Return all the data verbatim but without images.
(Beginning of DATA EXTRACT)
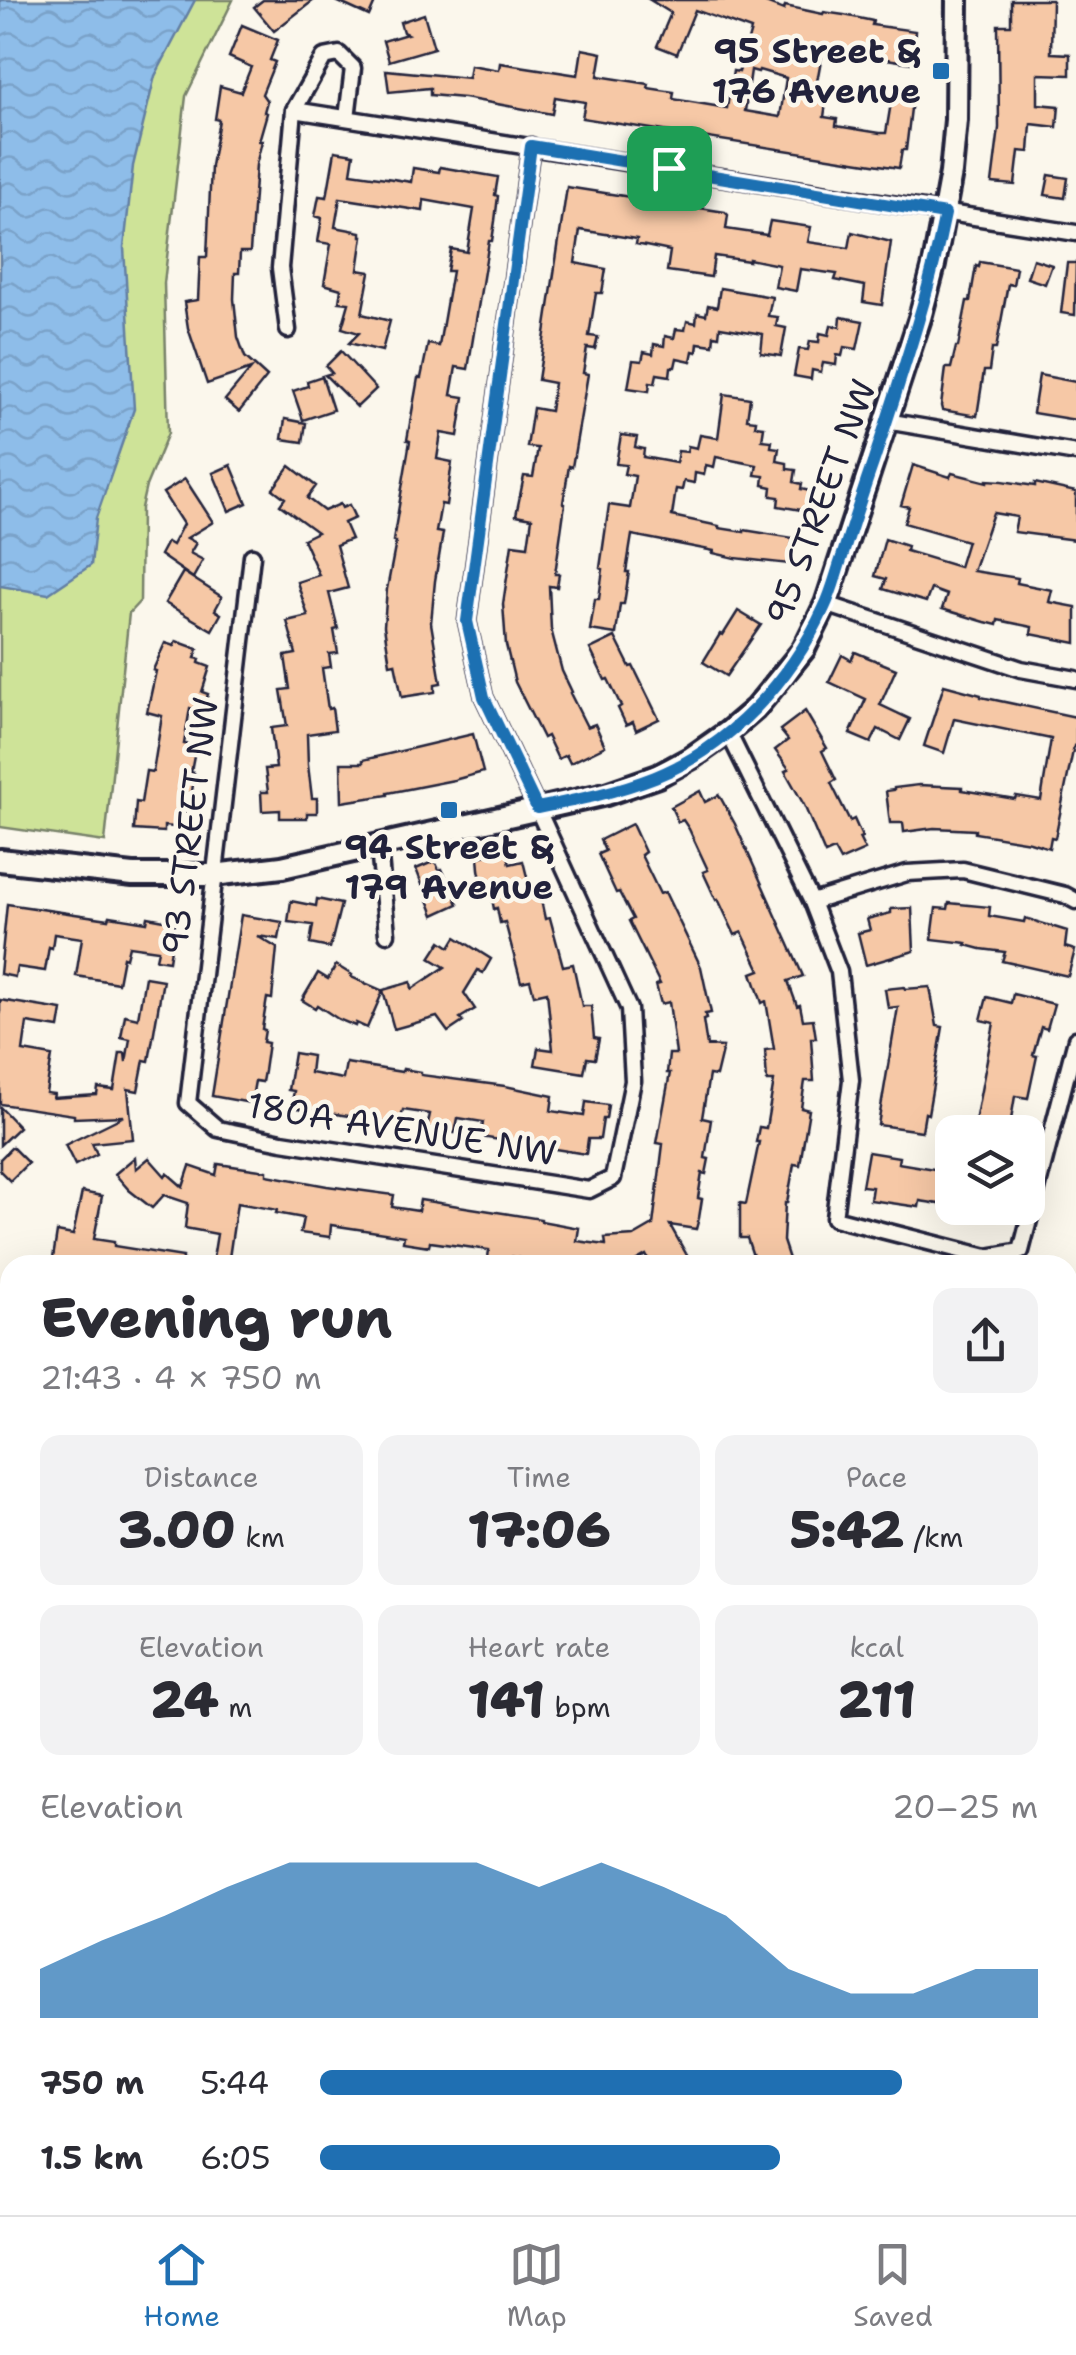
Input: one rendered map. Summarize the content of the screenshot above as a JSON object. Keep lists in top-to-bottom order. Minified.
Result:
{"streets":{"street":["95 STREET NW","93 STREET NW","180A AVENUE NW"]},"crossings":[["95 STREET NW","93 STREET NW"],["95 STREET NW","180A AVENUE NW"],["93 STREET NW","180A AVENUE NW"]],"places":{"transit":["95 Street & 176 Avenue","94 Street & 179 Avenue"]},"page":{"heading":["Evening run","21:43 · 4 × 750 m"],"stats":[["Distance","3.00 km"],["Time","17:06"],["Pace","5:42 /km"],["Elevation","24 m"],["Heart rate","141 bpm"],["kcal","211"]],"chart":["Elevation","20–25 m"],"list":[{"name":"750 m","note":"5:44"},{"name":"1.5 km","note":"6:05"}],"tabs":["Home","Map","Saved"]}}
(End of DATA EXTRACT)
**TASK SOLUTION:**
Input: one rendered map. Summarize the content of the screenshot above as a JSON object. Keep lists in top-to-bottom order. Minified.
Result:
{"streets":{"street":["95 STREET NW","93 STREET NW","180A AVENUE NW"]},"crossings":[["95 STREET NW","93 STREET NW"],["95 STREET NW","180A AVENUE NW"],["93 STREET NW","180A AVENUE NW"]],"places":{"transit":["95 Street & 176 Avenue","94 Street & 179 Avenue"]},"page":{"heading":["Evening run","21:43 · 4 × 750 m"],"stats":[["Distance","3.00 km"],["Time","17:06"],["Pace","5:42 /km"],["Elevation","24 m"],["Heart rate","141 bpm"],["kcal","211"]],"chart":["Elevation","20–25 m"],"list":[{"name":"750 m","note":"5:44"},{"name":"1.5 km","note":"6:05"}],"tabs":["Home","Map","Saved"]}}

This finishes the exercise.